Alors El-Sou, éblouissante et attendrie, s’arrêtait et baisait Akoun.

— Quand nous aurons atteint le Mackenzie, disait encore Akoun, nous hâterons notre marche vers le sud, avant que nous ne soyons pris par l’hiver. Nous irons plus loin, toujours plus loin, vers le Pays du Soleil, où la neige est inconnue. Là, nous vivrons heureux et tranquilles. Mais nous reviendrons un jour. J’ai beaucoup voyagé, et j’ai connu beaucoup de terres. Aucune n’est aussi plaisante que l’Alaska. Aucun autre soleil ne vaut le nôtre, et la neige est douce, après un trop long été.

— Et tu apprendras à lire… ajoutait El-Sou.
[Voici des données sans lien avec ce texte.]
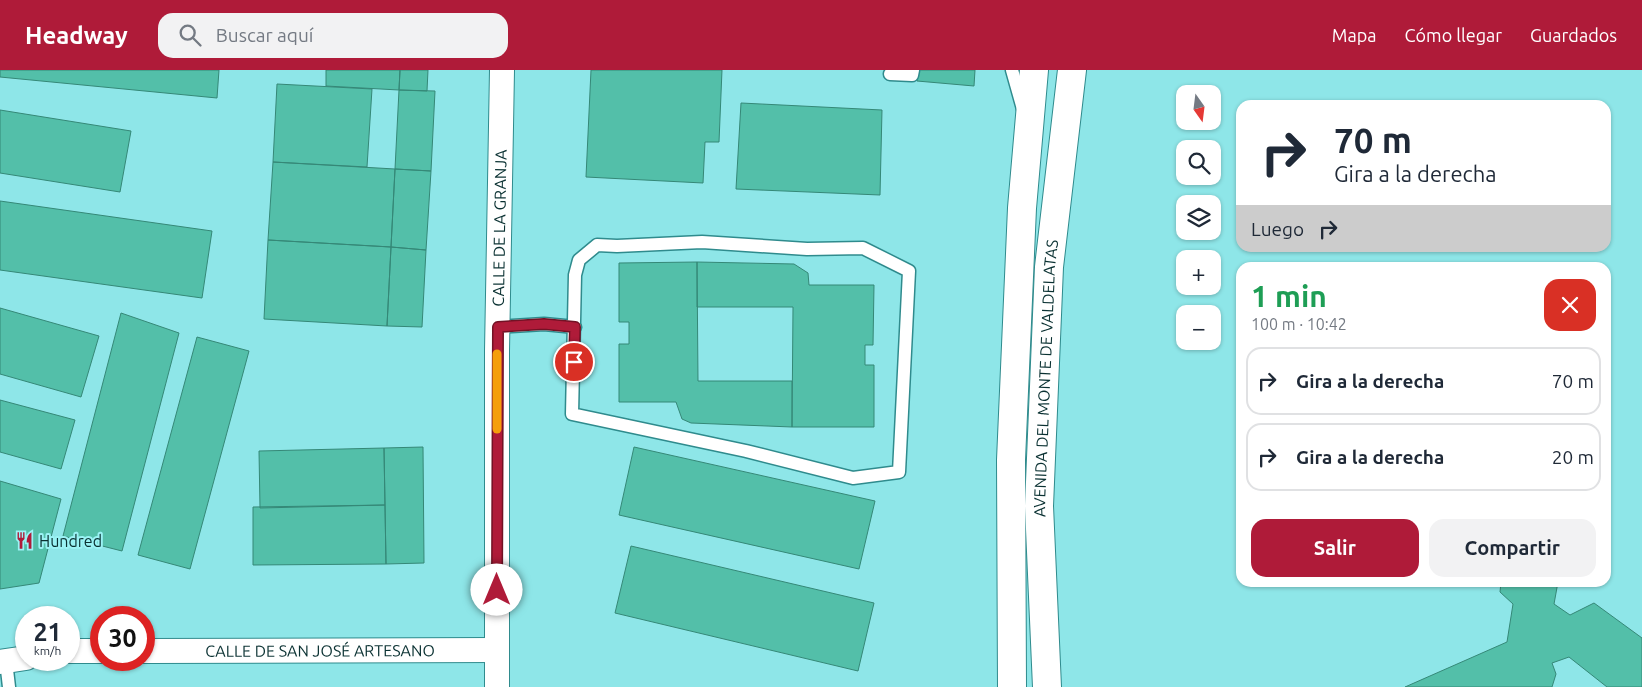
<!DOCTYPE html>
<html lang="es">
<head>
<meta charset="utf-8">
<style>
	body { margin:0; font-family:Ubuntu,sans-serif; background:#f2f2f3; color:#1f2937; height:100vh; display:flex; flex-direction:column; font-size:19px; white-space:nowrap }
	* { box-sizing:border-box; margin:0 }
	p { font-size:16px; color:#747a83 }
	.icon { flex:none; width:28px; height:28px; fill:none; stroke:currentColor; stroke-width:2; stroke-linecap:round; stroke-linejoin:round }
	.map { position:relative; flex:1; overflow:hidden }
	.panel { position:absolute; left:1236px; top:192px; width:375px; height:325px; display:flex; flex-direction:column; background:#fff; border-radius:15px; box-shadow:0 1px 4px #0004 }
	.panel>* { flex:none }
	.guide { position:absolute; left:1236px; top:30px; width:375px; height:152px; border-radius:15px; box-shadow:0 1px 4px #0004; background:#fff; color:#1f2937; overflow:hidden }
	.needle { width:32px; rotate:166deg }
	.tools { position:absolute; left:1176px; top:15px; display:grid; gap:10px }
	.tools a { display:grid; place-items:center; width:45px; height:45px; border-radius:10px; background:#fff; box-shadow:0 1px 4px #0004; font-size:25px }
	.speed { position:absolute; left:15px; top:536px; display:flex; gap:10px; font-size:25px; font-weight:700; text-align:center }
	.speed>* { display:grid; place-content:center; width:65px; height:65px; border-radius:50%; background:#fff; box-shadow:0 1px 4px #0004; line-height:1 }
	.speed small { font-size:12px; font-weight:400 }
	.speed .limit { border:8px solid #d22; background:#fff; color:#111 }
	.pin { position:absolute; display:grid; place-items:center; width:42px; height:42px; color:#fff; margin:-21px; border:2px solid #fff; border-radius:50%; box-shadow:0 1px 5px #0007 }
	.me { position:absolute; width:55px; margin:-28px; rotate:0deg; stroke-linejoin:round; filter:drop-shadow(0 0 4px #0008) }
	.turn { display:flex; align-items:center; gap:18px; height:105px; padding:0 15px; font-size:22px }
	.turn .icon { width:65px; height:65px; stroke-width:2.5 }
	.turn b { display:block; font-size:35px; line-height:42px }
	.then { display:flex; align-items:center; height:48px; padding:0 15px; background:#0003; gap:10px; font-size:19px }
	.round { display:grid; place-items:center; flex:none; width:52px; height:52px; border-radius:15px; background:#f2f2f3 }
	.summary { display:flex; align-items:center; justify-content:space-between; height:85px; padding:0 15px }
	h1 { font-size:30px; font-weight:700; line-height:38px; color:#1e9e55 }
	.cta { display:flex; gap:10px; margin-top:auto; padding:10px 15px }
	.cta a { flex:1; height:58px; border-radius:15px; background:#af1b39; color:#fff; font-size:20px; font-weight:700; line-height:58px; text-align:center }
	.cta a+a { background:#f2f2f3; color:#1f2937 }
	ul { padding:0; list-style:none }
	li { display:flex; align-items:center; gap:15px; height:68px; margin:0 10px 8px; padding:0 5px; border:2px solid #e0e1e3; border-radius:15px }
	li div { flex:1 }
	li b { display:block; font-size:19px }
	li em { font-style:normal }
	header { display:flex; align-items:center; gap:30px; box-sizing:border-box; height:70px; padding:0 25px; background:#af1b39; color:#fff }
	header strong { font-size:24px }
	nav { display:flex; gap:28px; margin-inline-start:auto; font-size:18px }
	.search { width:350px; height:45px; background:#f2f2f3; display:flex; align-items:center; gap:12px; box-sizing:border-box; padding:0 18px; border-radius:15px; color:#747a83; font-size:19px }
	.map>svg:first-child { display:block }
	.building { fill:#53bfa9; stroke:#358877 }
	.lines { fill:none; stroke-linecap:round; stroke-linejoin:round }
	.lane-casing { stroke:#2f8b8d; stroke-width:15 }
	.street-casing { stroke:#2f8b8d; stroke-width:26 }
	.secondary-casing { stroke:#2f8b8d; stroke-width:30 }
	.lane { stroke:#fff; stroke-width:12 }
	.street { stroke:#fff; stroke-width:24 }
	.secondary { stroke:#fff; stroke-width:28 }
	.route-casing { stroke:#721225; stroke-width:12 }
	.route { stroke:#af1b39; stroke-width:9 }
	.slow { stroke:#f59e0b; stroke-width:9 }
	.labels { text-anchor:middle; stroke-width:4; stroke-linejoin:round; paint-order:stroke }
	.street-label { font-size:16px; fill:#0a3132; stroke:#9bf3f5 }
	.poi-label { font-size:16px; fill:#0a3132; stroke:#9bf3f5; text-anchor:start }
</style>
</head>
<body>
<header>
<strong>Headway</strong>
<div class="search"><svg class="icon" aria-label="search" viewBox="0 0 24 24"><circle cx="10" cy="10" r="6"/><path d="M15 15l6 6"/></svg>Buscar aquí</div>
<nav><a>Mapa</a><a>Cómo llegar</a><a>Guardados</a></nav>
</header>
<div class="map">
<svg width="1642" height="617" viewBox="0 0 1642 617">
	<rect width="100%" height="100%" fill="#8ee6e8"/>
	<path class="building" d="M0,0H219L217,28L0,7Z
		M326,0H400L399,20L326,16Z
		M400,0H428L427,21L399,20Z
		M591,0H722L719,72H705L703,113L586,107Z
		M918,0H975L974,16L917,11Z
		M277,14L372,19L367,97L273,92Z
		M399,20L435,21L431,101L395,99Z
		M741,33L882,40L880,125L736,119Z
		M0,40L131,61L120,122L0,103Z
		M273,92L395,99L391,177L268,170Z
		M395,99L431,101L426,180L391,177Z
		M0,131L212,161L202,228L0,200Z
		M268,170L391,177L387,256L264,249Z
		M391,177L426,180L422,257L387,256Z
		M697,192L698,311H792V357L691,353L682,349L676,332H619V274H629V252H619V193Z
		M697,192L794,194L808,203L809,215H874L873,275H865V295H874V357H792L793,237H697Z
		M0,238L99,266L81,327L0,304Z
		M121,243L179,263L122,481L63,466Z
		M197,267L249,281L190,499L138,485Z
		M0,330L75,350L61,399L0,382Z
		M423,377L424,493L386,494L384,378Z
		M634,377L875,431L859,499L619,445Z
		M384,378L385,435L260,438L259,381Z
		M0,411L61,429L39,513L0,519Z
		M385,435L386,494L253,495V437Z
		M631,476L874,533L858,601L615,543Z
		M1501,512H1558L1554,534L1570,545L1594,533L1642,568V617H1607L1569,587L1552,593L1556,604L1552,617H1405L1507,572L1513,534L1500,522Z"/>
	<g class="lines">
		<defs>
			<path id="lane" d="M1012,0L1023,39
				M890,4L912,5L913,0
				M702,172L807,179L863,178L909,201L899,402L853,408L746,381L572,344L575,205L579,190L597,175L617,176Z
				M498,257L544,254L575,257
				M6,591L9,617"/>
			<g id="street">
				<path d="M69,581H101"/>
				<path id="s1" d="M144,581L497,580"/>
				<path d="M0,592L26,588"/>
				<path id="s2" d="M497,617V281L502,0"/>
			</g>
			<g id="secondary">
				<path d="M1012,617L1011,390L1022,138L1034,0"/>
				<path id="s3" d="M1047,617L1039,436L1049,197L1072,0"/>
			</g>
		</defs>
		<use href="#lane" class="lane-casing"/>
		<use href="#street" class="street-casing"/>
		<use href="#secondary" class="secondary-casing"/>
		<use href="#lane" class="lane"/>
		<use href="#street" class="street"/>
		<use href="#secondary" class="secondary"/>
	</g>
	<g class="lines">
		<defs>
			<path id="route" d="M497,520L498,257L544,254L575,257L574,292"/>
		</defs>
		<use href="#route" class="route-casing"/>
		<use href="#route" class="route"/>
		<path class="slow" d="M497,284V359"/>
	</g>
	<defs>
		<symbol id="restaurant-bare" viewBox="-9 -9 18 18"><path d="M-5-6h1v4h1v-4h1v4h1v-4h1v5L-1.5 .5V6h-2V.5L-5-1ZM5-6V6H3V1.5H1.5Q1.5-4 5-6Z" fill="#af1b39" stroke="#9bf3f5" stroke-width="2.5" paint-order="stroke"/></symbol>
	</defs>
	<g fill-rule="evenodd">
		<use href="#restaurant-bare" x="12" y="458" width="25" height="25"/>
	</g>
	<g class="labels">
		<g class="street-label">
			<text dy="6" stroke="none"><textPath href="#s2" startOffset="459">CALLE DE LA GRANJA</textPath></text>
			<text dy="6" stroke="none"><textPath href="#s3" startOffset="309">AVENIDA DEL MONTE DE VALDELATAS</textPath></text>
			<text dy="6" stroke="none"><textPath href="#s1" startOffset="176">CALLE DE SAN JOSÉ ARTESANO</textPath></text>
		</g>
		<g class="poi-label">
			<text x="39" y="477">Hundred</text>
		</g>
	</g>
</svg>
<div class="tools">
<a><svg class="needle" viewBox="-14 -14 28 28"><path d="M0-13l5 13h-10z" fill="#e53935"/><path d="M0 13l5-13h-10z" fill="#747a83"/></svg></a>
<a><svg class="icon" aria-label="search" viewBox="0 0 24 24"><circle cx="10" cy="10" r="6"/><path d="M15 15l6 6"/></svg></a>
<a><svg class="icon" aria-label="layers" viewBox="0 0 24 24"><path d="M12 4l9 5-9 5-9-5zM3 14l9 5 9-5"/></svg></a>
<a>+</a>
<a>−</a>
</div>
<div class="speed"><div>21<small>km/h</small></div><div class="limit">30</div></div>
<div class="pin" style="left:574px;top:292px;background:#d93025"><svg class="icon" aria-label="arrive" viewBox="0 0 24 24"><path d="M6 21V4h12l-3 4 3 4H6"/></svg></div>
<svg class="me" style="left:497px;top:520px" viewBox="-20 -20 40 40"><circle r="19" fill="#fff"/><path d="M0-13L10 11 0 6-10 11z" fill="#af1b39"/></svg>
<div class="guide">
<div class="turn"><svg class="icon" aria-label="right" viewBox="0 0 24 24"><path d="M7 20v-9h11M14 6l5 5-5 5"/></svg><div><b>70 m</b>Gira a la derecha</div></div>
<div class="then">Luego<svg class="icon" aria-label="right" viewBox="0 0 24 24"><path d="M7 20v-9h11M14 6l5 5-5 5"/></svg></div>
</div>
<section class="panel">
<div class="summary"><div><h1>1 min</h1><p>100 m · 10:42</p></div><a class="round" style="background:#d93025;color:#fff"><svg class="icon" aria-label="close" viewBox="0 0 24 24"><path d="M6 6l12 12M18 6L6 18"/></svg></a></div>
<ul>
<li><svg class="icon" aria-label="right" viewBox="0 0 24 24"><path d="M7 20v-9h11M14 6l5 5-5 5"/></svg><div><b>Gira a la derecha</b></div><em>70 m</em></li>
<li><svg class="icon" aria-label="right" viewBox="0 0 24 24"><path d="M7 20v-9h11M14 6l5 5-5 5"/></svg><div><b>Gira a la derecha</b></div><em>20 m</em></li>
</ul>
<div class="cta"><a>Salir</a><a>Compartir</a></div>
</section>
</div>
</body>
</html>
— J’apprendrai à lire, c’est entendu !

*

Tous deux atteignirent le Mackenzie avec un certain retard[1]. Là, ils rencontrèrent une tribu indienne, dont ils reçurent l’hospitalité. Les hommes y étaient alors fort occupés à chasser. Akoun se joignit à eux et fut blessé, dans un accident. Un jeune garçon, maniant son fusil, fit partir le coup. La balle cassa le bras droit d’Akoun. Puis, en ricochant, elle alla lui briser deux côtes.

Akoun possédait quelques notions de chirurgie élémentaire et El-Sou de son côté, s’était, à la Mission de la Sainte-Croix, instruite un peu plus sérieusement dans cet art. Les os brisés furent remis en place.
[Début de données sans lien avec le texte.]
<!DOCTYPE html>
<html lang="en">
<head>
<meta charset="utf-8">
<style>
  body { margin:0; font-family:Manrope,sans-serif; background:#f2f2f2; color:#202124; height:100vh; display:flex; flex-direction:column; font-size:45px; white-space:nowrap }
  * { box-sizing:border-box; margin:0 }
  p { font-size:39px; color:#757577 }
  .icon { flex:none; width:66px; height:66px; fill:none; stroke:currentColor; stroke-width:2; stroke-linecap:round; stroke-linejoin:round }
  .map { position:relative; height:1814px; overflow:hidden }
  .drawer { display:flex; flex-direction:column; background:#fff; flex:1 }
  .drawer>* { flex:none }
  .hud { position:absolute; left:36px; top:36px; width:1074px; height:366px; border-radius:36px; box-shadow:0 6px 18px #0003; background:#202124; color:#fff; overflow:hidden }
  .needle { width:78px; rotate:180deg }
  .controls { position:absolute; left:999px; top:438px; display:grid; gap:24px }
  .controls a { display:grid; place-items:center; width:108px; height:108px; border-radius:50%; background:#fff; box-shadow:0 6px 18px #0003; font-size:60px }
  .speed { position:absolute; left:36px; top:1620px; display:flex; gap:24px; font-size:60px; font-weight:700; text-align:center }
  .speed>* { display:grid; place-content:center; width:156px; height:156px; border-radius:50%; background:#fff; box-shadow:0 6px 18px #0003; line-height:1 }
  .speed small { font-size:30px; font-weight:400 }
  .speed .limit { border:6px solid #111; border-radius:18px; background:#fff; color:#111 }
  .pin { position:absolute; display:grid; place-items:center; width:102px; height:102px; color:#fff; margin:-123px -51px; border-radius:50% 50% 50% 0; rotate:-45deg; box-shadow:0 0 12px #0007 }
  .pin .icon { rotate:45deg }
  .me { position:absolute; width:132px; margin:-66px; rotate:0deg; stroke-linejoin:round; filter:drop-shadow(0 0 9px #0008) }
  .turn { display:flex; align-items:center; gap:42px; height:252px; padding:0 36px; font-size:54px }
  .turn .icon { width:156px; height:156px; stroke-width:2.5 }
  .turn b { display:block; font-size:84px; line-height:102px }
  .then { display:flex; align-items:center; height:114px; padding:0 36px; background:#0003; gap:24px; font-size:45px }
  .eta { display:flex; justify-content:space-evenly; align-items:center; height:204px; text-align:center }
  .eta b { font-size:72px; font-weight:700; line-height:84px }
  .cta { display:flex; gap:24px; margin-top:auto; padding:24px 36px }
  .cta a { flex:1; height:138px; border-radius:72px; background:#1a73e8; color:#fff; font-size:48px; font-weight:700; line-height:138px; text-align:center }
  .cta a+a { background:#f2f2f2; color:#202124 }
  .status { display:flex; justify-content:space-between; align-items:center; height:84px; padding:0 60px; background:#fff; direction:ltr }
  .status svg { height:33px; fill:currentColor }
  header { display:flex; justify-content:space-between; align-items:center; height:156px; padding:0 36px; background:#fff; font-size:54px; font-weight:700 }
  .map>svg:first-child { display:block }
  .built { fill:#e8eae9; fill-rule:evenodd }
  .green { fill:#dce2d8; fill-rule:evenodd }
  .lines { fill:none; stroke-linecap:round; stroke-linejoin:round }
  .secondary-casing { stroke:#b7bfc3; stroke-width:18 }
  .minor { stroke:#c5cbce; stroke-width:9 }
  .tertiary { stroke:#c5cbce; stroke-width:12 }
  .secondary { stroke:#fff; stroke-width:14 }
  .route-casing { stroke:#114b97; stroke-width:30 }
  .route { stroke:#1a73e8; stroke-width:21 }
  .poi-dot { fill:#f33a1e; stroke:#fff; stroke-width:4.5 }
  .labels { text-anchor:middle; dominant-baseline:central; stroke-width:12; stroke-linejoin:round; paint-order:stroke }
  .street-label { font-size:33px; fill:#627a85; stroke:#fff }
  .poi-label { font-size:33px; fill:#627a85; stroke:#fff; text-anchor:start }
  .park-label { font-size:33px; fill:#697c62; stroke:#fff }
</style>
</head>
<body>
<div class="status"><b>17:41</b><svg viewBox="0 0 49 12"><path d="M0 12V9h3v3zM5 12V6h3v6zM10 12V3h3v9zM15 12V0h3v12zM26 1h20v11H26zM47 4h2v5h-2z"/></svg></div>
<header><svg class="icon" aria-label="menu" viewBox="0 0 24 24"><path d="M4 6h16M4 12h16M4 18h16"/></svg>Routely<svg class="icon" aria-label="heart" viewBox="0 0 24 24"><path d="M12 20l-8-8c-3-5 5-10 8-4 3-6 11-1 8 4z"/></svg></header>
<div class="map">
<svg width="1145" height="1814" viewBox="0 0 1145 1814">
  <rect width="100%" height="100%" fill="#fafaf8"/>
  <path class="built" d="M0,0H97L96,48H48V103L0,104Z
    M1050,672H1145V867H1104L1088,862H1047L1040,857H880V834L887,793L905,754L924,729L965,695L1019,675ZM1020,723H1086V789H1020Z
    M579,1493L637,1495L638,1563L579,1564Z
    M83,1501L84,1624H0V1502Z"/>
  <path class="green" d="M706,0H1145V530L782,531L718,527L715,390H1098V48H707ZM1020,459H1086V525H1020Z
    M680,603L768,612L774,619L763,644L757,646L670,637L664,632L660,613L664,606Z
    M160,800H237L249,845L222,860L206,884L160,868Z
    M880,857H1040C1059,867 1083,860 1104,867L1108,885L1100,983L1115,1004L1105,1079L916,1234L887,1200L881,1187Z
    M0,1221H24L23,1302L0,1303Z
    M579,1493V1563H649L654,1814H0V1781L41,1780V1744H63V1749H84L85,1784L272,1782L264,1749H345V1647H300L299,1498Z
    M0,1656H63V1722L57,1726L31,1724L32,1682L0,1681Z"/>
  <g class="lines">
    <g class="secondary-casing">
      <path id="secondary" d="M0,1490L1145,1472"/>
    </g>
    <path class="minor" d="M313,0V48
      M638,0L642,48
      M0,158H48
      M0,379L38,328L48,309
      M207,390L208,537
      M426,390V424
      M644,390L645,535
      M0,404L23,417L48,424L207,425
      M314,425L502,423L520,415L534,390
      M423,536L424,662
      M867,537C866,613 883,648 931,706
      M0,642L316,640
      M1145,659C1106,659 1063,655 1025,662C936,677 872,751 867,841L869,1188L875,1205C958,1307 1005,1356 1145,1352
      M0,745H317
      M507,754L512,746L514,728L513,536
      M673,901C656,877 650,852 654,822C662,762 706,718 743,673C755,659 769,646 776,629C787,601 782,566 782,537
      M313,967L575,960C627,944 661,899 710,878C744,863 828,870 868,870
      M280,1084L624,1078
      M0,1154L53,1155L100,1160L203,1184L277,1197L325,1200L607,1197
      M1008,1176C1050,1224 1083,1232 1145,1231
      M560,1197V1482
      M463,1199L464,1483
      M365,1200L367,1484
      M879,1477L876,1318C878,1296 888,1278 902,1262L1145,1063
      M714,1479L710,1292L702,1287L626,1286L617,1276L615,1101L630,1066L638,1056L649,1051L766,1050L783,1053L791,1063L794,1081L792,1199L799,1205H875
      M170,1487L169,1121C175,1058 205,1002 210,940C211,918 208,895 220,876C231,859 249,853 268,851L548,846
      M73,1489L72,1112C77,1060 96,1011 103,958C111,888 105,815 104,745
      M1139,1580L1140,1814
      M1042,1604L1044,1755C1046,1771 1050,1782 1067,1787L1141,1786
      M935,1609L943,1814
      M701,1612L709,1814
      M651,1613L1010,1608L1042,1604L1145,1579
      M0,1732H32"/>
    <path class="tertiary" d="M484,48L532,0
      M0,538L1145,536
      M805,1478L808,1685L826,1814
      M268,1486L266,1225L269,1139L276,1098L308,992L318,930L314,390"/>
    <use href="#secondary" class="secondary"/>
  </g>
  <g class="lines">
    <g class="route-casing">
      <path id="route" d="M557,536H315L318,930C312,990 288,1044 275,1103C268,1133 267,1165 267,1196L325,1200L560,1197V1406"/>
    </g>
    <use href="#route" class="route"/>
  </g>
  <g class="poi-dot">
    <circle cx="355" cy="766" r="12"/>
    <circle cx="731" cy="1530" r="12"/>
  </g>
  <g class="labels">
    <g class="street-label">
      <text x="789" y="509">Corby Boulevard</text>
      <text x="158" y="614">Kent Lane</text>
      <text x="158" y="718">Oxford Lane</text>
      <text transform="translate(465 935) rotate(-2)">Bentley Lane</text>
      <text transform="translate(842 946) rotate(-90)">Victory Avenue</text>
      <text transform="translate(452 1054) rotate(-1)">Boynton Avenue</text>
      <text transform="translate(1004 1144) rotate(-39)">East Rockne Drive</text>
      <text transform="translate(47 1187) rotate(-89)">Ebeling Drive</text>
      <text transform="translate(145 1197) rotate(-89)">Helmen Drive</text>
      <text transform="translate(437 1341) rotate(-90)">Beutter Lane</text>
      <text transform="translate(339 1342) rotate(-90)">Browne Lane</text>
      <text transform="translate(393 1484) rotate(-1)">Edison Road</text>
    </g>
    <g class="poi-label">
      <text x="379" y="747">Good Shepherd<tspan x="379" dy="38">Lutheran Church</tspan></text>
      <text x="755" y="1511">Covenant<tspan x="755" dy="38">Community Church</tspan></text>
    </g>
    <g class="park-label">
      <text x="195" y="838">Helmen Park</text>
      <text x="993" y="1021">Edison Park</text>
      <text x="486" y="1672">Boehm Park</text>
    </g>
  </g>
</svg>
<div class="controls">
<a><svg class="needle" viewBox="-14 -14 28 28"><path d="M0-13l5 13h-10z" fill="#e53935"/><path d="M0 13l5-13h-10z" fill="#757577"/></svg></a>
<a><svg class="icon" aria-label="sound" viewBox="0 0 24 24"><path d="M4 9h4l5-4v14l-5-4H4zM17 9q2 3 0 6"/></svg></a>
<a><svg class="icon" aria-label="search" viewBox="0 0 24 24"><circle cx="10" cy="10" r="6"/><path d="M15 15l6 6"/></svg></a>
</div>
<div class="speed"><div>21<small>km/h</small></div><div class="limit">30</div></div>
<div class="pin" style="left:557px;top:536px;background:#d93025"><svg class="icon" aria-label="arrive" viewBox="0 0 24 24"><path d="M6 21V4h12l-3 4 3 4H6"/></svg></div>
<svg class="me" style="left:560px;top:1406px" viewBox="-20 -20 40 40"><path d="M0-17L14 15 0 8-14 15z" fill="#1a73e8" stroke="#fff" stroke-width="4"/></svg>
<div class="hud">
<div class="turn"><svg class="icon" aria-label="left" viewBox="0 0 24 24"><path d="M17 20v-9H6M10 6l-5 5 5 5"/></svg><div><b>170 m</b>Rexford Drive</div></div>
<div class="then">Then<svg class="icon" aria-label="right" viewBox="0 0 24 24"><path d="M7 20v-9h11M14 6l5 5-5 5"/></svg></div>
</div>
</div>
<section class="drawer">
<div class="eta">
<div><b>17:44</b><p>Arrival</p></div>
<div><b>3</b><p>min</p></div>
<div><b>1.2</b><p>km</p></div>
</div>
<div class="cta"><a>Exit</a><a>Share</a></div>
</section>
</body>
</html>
En attendant sa guérison, Akoun passait ses journées allongé près d’un des feux du campement, qui lui tenait chaud et dont, en même temps, la fumée chassait opportunément les moustiques.

  1. Le fleuve Mackenzie prend sa source, comme le Yukon, dans la région des Grands Lacs canadins et, coulant du Sud au Nord, va se jeter dans l’Océan glacial Arctique. Son bassin est séparé par les Montagnes Rocheuses de celui du Yukon et du Porcupine.